X-FAB Introduces New Low-Power eFlash Block Optimized for Energy Harvesting & IoT Devices

ERFURT, Germany, December 19, 2017 – X-FAB today announced the availability of two new Non-Volatile Memory (NVM) IP solutions – a low power embedded Flash (eFlash) IP block and a NVRAM compiler. Both are based on the company’s proprietary 180 nm XH018 mixed-signal CMOS technology and are targeted at applications requiring high reliability and field re-programmability while operating at low power and in harsh environments.

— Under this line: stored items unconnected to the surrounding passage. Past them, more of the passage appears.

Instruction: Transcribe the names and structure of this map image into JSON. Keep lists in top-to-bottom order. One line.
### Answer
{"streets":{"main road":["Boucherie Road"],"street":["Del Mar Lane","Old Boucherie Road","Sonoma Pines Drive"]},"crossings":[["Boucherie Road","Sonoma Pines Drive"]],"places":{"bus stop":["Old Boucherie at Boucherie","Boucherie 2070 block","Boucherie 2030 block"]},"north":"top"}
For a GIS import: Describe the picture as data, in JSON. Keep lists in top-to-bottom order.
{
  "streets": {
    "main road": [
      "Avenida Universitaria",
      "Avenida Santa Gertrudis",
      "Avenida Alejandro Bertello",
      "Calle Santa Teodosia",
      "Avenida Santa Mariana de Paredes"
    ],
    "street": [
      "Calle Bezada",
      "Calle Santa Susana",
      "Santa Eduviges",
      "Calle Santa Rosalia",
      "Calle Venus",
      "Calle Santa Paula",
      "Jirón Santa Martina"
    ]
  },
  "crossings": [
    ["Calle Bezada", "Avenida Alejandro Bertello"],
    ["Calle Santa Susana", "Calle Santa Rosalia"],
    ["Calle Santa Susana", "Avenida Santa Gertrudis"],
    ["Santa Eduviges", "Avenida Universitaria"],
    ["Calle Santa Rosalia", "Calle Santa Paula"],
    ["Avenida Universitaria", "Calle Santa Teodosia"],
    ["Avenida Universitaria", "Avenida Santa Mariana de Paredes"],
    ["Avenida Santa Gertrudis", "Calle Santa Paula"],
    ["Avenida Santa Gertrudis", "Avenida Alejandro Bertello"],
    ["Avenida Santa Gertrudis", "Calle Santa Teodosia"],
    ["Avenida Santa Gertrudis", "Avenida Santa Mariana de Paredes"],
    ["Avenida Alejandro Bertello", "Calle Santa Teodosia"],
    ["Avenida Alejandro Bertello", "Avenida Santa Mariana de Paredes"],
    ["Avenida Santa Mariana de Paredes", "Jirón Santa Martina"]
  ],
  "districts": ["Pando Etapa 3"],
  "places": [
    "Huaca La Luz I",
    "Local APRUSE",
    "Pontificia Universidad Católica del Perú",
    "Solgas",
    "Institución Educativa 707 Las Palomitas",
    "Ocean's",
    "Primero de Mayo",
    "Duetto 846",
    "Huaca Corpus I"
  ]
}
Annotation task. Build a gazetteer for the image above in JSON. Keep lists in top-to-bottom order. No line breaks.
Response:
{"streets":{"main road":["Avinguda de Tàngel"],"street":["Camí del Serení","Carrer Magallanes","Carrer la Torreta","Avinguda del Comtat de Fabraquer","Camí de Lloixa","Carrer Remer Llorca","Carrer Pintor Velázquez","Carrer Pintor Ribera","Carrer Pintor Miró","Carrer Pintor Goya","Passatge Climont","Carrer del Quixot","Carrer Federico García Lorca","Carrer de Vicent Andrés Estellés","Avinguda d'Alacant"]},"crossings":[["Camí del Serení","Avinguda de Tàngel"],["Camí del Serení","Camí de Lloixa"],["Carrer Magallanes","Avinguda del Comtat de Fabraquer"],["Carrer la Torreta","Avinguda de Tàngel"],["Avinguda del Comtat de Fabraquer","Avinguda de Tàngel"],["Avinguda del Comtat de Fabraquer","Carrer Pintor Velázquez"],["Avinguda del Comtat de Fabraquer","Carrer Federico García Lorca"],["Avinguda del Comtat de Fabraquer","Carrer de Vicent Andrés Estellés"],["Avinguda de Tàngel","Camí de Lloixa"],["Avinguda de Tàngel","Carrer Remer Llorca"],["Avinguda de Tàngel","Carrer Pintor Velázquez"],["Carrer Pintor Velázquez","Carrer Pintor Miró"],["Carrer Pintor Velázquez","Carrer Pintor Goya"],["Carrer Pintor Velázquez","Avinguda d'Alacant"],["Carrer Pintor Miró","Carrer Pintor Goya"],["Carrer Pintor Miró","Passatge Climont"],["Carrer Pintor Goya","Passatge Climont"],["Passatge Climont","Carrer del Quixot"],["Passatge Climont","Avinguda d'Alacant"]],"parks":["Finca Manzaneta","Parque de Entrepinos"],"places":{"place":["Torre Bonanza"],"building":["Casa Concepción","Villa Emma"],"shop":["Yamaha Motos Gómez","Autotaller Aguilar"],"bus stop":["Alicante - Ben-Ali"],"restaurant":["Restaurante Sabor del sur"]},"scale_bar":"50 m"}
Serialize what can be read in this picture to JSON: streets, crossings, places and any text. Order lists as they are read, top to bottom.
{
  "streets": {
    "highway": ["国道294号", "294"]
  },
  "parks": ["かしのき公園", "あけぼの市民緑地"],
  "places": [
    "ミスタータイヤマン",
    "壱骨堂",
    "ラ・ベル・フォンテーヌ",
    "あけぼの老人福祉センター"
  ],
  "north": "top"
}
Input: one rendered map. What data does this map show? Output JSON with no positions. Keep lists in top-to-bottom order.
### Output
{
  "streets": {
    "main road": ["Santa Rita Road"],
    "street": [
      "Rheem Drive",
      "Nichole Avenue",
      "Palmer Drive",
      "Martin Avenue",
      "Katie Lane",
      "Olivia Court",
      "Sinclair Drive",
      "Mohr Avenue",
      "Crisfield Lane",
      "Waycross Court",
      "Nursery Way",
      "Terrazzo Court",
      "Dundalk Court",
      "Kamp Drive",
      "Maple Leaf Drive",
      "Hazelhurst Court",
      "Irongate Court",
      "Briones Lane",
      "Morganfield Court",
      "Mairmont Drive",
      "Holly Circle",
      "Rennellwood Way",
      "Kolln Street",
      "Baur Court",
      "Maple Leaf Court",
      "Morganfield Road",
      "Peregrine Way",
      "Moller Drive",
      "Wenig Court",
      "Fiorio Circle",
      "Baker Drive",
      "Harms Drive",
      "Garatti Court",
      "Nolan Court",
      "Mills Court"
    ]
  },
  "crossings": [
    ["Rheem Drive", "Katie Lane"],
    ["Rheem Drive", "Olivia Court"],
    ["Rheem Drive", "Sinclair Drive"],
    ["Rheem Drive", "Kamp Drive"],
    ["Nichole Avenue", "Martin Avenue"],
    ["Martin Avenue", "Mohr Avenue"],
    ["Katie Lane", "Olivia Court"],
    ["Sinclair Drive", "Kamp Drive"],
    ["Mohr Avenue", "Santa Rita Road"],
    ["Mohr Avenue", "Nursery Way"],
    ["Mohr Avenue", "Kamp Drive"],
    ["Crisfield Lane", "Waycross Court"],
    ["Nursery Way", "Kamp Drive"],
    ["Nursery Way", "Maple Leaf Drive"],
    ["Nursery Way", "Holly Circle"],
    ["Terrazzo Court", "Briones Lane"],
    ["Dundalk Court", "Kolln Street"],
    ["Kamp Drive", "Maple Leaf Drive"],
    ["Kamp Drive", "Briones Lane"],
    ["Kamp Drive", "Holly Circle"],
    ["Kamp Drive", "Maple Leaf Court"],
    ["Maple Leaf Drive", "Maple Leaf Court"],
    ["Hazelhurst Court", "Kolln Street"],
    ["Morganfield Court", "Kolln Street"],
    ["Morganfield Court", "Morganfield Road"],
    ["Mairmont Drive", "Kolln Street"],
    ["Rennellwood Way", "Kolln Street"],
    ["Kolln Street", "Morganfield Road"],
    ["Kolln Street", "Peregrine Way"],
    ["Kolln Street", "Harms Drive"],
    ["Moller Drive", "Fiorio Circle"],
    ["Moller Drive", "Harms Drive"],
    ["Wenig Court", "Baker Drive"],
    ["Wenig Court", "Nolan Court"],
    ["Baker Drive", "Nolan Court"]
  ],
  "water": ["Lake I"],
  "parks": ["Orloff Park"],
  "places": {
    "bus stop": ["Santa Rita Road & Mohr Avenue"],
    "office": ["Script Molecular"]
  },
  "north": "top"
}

The 128-kbit eFlash, which is available as an 8 k x 16-bit IP block is based on Silicon-Oxide-Nitride-Oxide-Silicon (SONOS) Flash technology. X-FAB has built up extensive experience and manufacturing excellence in integrating SONOS memories with conventional CMOS processes, ensuring high levels of data reliability. The IP block has been designed for low power mixed-signal applications and features a deep power down stand-by mode consuming a maximum of only 50 nA.

The new X-FAB eFlash IP block is targeted at replacing standalone NVM memories and embedded One-Time-Programmable (OTP) memories in low power applications, enabling onsite program code updates. This means that it is highly suited to energy harvesting and remotely located Internet-of-Things (IoT) devices, where power constraints and harsh environments need to be dealt with, but field re-programmability must be offered at a low cost.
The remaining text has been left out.